2018年04月06日に初出の投稿

Last modified: 2018-04-06

あまり普及しているとは言い難いが、何年か前から自分のサイトだけではなく自社で僕が構築してきたウェブサイトには Schema.org のメタデータを付けるようにしている。もう既に semantic web などという言葉は死語に近くなってしまったし、機械学習を本当に理解しているとは言い難い大半の人々は、Google や Microsoft が勝手に自分のコンテンツを「ええあんばい」で扱ってくれると呑気に考えているらしいが、まだ検索の品質など大したことはないし、そもそも Google や Microsoft がコンテンツを公正にパースしたり検索結果を馬鹿正直に表示する筈だと、ボーイスカウトのような純朴さで期待する方がどうかしている。自分たちでメタデータを操作して、彼らの処理を逆手に取れるなら、それに越したことはない。"SEO" とは、インチキ業者であれなかれ、本質的には自社の目的にとって検索結果を最適化するということであって、検索エンジン企業の思惑に乗っかることではないだろう。
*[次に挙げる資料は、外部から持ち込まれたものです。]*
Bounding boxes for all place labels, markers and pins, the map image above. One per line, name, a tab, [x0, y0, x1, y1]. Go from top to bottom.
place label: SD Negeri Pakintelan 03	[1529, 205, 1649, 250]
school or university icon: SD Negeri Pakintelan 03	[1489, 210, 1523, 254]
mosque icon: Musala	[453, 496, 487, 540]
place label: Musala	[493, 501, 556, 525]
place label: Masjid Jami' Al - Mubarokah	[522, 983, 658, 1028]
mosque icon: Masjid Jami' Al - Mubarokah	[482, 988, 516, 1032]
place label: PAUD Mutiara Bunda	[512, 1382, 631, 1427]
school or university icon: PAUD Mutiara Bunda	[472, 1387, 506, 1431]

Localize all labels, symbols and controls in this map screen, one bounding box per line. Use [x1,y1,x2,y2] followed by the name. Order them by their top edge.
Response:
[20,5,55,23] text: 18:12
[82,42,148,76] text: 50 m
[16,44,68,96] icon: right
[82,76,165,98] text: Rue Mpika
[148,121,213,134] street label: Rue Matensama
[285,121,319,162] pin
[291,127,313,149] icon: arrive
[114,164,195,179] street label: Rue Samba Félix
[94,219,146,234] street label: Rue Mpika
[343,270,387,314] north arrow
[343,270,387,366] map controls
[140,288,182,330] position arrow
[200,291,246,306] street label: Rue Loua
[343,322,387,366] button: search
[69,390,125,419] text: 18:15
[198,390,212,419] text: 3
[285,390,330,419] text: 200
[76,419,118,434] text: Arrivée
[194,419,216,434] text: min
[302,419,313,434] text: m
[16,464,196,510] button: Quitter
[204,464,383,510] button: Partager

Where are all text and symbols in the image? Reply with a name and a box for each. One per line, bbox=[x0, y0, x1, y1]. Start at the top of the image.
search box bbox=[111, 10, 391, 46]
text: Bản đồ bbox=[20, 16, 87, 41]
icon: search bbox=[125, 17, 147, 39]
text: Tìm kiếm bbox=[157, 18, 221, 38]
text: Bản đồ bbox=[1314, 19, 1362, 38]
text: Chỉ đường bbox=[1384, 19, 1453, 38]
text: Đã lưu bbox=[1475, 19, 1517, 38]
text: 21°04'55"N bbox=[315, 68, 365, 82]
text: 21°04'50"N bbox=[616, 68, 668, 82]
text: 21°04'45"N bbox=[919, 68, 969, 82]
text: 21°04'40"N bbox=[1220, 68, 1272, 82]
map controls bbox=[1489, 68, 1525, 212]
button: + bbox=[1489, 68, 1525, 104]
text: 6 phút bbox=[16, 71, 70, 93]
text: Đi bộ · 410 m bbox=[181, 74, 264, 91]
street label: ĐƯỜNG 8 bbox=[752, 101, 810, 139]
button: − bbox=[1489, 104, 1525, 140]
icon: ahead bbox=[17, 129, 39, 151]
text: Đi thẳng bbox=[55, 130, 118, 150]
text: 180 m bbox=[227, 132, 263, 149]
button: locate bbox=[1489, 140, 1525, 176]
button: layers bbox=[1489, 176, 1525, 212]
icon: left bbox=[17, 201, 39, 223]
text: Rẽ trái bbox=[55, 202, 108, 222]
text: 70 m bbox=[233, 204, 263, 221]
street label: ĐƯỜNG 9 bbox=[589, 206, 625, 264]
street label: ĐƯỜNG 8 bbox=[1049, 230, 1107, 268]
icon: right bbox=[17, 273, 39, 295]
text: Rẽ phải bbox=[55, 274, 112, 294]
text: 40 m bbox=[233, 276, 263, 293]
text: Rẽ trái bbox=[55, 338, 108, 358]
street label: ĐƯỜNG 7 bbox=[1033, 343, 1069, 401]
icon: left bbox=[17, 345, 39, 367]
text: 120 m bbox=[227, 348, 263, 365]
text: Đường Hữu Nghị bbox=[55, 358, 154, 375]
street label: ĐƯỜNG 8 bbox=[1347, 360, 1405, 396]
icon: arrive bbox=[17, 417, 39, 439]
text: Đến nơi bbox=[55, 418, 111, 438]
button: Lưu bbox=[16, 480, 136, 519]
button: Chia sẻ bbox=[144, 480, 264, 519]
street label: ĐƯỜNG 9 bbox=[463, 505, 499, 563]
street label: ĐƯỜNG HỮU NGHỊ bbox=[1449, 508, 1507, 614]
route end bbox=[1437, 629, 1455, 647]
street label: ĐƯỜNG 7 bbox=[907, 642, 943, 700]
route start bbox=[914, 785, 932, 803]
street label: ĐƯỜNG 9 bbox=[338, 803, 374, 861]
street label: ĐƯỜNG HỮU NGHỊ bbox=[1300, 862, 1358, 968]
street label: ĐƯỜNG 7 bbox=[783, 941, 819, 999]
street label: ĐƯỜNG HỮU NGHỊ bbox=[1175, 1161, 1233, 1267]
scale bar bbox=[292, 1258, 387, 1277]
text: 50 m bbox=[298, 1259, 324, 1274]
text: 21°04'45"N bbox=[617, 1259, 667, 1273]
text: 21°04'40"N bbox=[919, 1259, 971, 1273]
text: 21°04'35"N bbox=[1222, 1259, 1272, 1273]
個人データの扱いにも言えることだが、このような自己コントロールというアプローチを簡単に諦めてしまう人々というのは、何も単純に勉強や調べものや自分でコーディングしたり内容を管理するのが嫌いで面倒だというだけではなく、そういうことまで自分でコントロールするのは無理だという、テクノロジーとプレゼンスのコントロールに関する圧倒的な差についての諦観という思想が根っこあるのだと思う。そういうセンチメンタリズムや敗北の美学は日本人の多くが好むところであり、SF に出てくるような、唯々諾々と機械や権力に従う部品のような無機質な人間の典型として描かれる。そして、何かよくわからないきっかけで、バンザイ突撃したりハラキリするわけだ。しかし、こういう連中はクレイジーでしかない。なぜなら、そんなことは少なくとも僕が「日本人」だと言い得る限りですら、日本の伝統でも何でもないからだ。寧ろ、日本の伝統とは、そういうキチガイじみたことを平気でやる安易な諦観とか命の軽視という発想ではないのか。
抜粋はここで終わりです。